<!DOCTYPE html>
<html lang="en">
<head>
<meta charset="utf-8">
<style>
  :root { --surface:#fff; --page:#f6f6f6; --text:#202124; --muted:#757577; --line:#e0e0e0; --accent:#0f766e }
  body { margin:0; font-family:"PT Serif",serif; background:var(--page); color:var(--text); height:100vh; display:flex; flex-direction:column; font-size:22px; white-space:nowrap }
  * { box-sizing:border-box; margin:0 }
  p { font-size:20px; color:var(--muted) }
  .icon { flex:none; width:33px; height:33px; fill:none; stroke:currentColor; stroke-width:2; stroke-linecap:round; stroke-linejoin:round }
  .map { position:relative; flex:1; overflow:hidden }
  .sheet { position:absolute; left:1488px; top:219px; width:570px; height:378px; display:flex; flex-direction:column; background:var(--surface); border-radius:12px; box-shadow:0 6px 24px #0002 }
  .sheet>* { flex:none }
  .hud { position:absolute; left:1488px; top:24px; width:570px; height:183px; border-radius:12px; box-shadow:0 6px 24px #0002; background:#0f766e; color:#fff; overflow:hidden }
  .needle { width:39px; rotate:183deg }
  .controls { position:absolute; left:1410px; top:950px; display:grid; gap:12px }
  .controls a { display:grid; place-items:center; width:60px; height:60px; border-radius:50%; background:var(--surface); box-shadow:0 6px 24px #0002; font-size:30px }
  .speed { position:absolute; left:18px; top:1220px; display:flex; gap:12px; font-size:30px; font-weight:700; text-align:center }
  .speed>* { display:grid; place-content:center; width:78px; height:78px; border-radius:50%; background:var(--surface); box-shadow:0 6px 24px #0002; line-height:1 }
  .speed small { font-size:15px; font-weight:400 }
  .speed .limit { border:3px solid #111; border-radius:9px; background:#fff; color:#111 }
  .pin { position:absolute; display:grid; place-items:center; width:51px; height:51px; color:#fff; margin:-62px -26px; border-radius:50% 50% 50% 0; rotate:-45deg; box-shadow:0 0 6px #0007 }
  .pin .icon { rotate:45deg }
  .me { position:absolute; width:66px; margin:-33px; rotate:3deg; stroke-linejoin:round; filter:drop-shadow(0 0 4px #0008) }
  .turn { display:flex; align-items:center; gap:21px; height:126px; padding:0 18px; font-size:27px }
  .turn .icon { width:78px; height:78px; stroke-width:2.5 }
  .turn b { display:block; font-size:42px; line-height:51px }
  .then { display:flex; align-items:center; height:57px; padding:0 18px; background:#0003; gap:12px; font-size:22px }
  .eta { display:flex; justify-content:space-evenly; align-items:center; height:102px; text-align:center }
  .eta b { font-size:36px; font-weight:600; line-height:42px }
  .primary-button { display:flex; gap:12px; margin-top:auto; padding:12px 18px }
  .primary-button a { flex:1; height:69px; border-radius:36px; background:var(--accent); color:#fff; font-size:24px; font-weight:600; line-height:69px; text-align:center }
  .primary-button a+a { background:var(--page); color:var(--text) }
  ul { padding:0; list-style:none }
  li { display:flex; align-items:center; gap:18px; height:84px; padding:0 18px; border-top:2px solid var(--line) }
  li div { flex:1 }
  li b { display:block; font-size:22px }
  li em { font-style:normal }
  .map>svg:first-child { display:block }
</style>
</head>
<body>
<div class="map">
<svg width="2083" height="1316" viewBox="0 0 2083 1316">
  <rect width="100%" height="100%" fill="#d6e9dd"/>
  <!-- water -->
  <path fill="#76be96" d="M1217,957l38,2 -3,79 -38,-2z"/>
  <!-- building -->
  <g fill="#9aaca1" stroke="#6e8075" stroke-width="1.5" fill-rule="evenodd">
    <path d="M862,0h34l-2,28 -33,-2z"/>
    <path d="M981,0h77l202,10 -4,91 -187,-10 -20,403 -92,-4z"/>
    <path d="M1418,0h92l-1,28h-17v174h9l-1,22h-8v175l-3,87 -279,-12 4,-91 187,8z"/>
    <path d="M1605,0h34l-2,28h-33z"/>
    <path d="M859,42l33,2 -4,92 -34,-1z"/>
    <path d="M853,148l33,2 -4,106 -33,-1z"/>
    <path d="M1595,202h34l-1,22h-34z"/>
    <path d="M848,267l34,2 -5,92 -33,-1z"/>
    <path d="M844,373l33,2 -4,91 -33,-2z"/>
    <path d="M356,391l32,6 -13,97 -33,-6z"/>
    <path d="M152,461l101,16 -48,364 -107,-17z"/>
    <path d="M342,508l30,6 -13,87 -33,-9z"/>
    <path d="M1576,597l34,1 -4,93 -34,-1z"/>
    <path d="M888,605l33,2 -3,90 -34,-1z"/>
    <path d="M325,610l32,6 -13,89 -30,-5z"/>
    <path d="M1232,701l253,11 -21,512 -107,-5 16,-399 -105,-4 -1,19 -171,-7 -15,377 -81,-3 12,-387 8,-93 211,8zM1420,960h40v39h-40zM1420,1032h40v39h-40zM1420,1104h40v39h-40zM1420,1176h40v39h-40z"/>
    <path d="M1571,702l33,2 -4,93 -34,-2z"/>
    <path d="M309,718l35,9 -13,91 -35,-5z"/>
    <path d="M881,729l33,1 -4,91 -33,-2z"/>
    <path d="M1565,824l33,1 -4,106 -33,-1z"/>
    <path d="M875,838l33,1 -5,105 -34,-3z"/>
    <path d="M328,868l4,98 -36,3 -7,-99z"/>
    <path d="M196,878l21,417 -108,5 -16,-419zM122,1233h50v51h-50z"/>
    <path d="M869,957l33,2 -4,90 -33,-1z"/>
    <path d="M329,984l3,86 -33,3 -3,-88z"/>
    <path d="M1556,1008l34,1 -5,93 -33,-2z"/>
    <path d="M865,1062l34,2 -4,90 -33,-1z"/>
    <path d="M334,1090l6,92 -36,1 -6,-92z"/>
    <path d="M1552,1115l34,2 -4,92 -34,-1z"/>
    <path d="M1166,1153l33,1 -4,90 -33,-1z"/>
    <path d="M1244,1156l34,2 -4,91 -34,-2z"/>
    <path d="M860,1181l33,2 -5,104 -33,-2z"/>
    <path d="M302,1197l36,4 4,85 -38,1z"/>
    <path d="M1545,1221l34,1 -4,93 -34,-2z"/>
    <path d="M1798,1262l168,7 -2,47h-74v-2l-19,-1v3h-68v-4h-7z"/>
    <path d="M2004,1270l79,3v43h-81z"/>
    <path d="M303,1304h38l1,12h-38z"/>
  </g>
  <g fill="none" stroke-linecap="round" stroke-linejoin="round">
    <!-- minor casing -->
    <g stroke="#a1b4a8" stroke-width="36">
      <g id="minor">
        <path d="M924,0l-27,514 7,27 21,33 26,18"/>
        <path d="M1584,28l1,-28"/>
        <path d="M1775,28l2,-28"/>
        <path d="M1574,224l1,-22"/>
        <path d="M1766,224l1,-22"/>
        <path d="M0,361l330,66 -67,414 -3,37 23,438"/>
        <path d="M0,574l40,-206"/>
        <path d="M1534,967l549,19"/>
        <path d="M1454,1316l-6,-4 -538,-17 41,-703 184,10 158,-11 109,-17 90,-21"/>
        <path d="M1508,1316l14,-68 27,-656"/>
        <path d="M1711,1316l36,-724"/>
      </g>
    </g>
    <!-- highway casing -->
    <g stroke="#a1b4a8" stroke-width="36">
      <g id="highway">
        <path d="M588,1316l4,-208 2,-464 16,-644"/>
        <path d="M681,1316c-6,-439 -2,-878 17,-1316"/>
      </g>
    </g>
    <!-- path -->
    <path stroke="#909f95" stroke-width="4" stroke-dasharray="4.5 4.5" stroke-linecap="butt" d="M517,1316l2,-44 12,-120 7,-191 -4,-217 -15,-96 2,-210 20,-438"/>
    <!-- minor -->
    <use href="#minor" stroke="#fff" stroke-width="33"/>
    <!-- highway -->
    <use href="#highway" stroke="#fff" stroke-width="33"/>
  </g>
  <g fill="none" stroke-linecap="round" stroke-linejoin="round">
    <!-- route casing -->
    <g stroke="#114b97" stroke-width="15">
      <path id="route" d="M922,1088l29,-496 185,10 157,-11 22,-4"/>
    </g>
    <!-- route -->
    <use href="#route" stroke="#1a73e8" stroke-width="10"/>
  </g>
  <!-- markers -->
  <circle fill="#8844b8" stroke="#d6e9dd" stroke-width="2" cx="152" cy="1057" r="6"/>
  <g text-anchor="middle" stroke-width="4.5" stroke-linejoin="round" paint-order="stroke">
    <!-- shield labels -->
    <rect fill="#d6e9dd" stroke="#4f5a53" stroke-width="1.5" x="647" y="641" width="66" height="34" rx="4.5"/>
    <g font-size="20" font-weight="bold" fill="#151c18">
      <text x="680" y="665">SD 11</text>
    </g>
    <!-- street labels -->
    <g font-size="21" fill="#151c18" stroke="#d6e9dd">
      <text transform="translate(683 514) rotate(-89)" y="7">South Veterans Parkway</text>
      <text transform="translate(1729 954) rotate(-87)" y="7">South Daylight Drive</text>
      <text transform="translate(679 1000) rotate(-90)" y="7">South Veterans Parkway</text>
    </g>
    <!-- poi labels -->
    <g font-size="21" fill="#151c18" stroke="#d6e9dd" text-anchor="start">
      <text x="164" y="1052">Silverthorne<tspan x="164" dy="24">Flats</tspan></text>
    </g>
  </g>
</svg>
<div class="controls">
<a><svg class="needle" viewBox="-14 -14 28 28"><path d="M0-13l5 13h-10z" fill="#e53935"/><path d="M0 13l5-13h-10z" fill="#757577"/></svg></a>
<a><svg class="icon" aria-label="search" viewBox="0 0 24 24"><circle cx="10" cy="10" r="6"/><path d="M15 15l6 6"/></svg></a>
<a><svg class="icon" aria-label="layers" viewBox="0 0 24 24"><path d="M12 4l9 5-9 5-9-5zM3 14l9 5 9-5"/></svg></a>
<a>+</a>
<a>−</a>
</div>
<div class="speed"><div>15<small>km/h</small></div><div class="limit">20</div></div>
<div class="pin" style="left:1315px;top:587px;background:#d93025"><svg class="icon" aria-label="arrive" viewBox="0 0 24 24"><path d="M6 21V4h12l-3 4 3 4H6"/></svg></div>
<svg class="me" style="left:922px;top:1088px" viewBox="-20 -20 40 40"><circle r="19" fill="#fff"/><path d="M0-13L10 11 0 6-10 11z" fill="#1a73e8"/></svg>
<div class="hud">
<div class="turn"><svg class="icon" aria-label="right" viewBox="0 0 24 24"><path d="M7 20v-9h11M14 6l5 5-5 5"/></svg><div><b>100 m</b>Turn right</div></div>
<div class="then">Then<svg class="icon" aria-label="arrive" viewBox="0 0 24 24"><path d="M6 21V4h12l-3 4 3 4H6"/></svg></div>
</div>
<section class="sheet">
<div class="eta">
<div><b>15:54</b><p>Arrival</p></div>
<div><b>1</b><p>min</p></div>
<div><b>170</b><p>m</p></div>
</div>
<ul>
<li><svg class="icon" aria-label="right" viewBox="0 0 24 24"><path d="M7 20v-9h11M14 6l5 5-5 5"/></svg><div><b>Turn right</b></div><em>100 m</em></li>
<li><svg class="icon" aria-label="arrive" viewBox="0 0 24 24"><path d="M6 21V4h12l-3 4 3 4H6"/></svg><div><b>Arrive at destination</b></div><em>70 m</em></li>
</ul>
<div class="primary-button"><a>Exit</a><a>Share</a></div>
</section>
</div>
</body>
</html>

++++++

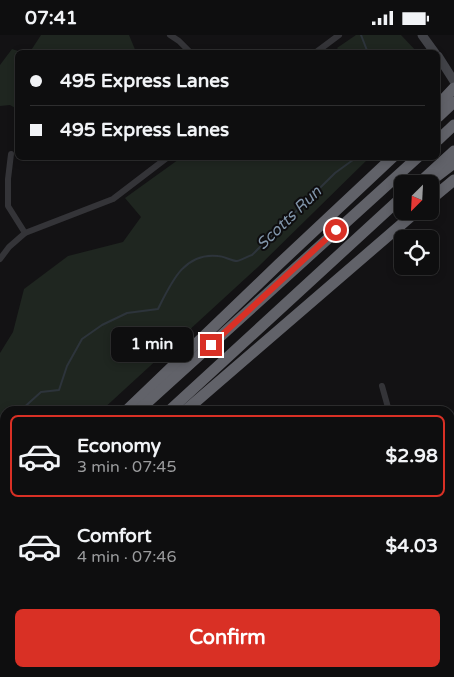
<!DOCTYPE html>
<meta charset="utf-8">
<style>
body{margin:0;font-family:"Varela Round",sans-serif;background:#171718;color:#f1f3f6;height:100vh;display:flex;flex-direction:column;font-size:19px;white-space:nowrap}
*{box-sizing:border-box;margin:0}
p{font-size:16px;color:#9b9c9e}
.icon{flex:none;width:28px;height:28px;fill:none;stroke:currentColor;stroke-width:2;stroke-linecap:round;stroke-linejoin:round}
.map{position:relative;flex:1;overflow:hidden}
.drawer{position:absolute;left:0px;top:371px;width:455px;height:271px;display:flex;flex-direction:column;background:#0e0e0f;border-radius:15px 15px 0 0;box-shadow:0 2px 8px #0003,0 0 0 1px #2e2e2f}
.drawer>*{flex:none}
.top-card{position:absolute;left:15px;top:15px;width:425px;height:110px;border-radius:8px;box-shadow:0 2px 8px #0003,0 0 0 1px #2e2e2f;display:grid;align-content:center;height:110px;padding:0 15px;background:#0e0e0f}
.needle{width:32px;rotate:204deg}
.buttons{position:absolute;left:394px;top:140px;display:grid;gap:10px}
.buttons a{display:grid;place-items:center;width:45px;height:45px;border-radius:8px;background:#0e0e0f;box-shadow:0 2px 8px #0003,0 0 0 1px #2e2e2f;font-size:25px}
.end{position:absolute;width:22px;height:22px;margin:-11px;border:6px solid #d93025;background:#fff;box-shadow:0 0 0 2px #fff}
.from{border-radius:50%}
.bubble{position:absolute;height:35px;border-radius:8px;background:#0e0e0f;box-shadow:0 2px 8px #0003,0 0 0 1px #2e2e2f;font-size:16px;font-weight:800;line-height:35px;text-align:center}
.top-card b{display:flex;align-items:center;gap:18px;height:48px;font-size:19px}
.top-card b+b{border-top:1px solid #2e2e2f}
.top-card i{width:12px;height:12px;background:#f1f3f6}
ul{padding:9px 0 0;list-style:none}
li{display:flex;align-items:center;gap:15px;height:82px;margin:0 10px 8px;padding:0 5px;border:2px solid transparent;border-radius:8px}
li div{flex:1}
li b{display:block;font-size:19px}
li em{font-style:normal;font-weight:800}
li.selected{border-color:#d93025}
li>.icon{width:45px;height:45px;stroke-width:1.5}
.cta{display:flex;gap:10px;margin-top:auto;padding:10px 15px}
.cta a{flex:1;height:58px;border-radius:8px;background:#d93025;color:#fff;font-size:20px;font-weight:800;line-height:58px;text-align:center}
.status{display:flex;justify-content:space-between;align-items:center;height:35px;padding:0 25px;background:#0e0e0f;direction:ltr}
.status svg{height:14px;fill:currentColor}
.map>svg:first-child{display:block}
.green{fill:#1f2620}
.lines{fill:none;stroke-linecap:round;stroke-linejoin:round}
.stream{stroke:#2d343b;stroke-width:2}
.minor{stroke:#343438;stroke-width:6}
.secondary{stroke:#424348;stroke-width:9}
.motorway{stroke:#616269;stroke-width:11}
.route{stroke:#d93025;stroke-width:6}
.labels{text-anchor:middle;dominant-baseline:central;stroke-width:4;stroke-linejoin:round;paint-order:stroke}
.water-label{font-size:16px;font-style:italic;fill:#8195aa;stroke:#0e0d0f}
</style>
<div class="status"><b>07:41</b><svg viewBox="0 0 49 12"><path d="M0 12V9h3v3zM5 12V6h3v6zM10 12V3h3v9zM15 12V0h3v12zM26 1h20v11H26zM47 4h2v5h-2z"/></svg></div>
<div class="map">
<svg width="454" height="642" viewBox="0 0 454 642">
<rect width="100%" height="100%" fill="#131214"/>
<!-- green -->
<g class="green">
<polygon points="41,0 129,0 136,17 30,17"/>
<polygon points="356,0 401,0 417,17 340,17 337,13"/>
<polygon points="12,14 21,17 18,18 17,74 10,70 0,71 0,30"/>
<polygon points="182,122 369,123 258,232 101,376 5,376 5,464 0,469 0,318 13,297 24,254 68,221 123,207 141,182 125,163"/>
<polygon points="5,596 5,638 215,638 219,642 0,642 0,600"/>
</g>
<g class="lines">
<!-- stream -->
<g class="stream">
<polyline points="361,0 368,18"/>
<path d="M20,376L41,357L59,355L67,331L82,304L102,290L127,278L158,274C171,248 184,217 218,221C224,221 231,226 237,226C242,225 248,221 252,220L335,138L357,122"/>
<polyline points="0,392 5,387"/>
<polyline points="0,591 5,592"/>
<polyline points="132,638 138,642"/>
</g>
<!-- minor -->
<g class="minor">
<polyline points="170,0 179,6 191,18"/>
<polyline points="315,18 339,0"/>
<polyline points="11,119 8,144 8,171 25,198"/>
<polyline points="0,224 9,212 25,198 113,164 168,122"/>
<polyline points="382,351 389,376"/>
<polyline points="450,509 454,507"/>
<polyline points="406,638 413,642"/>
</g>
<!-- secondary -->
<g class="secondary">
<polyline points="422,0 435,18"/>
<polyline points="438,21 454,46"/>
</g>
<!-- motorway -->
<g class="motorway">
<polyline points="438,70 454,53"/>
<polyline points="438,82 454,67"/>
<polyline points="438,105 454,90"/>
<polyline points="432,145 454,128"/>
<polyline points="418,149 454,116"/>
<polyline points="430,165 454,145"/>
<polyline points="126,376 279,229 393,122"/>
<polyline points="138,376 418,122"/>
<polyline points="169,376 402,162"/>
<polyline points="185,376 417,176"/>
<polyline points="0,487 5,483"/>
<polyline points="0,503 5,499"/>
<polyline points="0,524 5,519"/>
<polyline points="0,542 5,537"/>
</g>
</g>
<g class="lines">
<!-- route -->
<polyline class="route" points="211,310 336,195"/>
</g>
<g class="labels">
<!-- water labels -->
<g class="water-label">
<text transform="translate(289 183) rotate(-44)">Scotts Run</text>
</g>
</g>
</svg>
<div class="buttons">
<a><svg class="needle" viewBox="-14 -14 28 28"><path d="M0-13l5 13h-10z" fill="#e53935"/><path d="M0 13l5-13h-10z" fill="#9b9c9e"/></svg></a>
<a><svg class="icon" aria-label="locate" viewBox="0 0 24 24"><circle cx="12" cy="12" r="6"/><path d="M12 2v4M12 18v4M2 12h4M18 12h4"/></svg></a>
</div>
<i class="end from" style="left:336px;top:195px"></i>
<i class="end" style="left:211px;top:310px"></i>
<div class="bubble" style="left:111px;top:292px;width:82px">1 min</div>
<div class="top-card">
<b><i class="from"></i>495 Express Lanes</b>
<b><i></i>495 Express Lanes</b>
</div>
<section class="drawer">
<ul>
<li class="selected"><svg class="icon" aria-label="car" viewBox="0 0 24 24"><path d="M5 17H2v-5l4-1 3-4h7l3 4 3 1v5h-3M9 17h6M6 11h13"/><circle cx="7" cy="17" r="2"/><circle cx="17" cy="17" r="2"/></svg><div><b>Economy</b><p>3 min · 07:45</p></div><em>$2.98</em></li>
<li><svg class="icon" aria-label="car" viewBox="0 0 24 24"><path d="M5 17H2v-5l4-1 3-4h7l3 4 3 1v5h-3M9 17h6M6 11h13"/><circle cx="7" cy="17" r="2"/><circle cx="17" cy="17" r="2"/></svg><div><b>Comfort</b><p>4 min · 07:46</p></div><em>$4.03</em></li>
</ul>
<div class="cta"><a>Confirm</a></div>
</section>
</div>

++++++

## Aim of the task
After reading the entries above, state how many lines hold the word "hidden", with no text besides the number.

## Result
3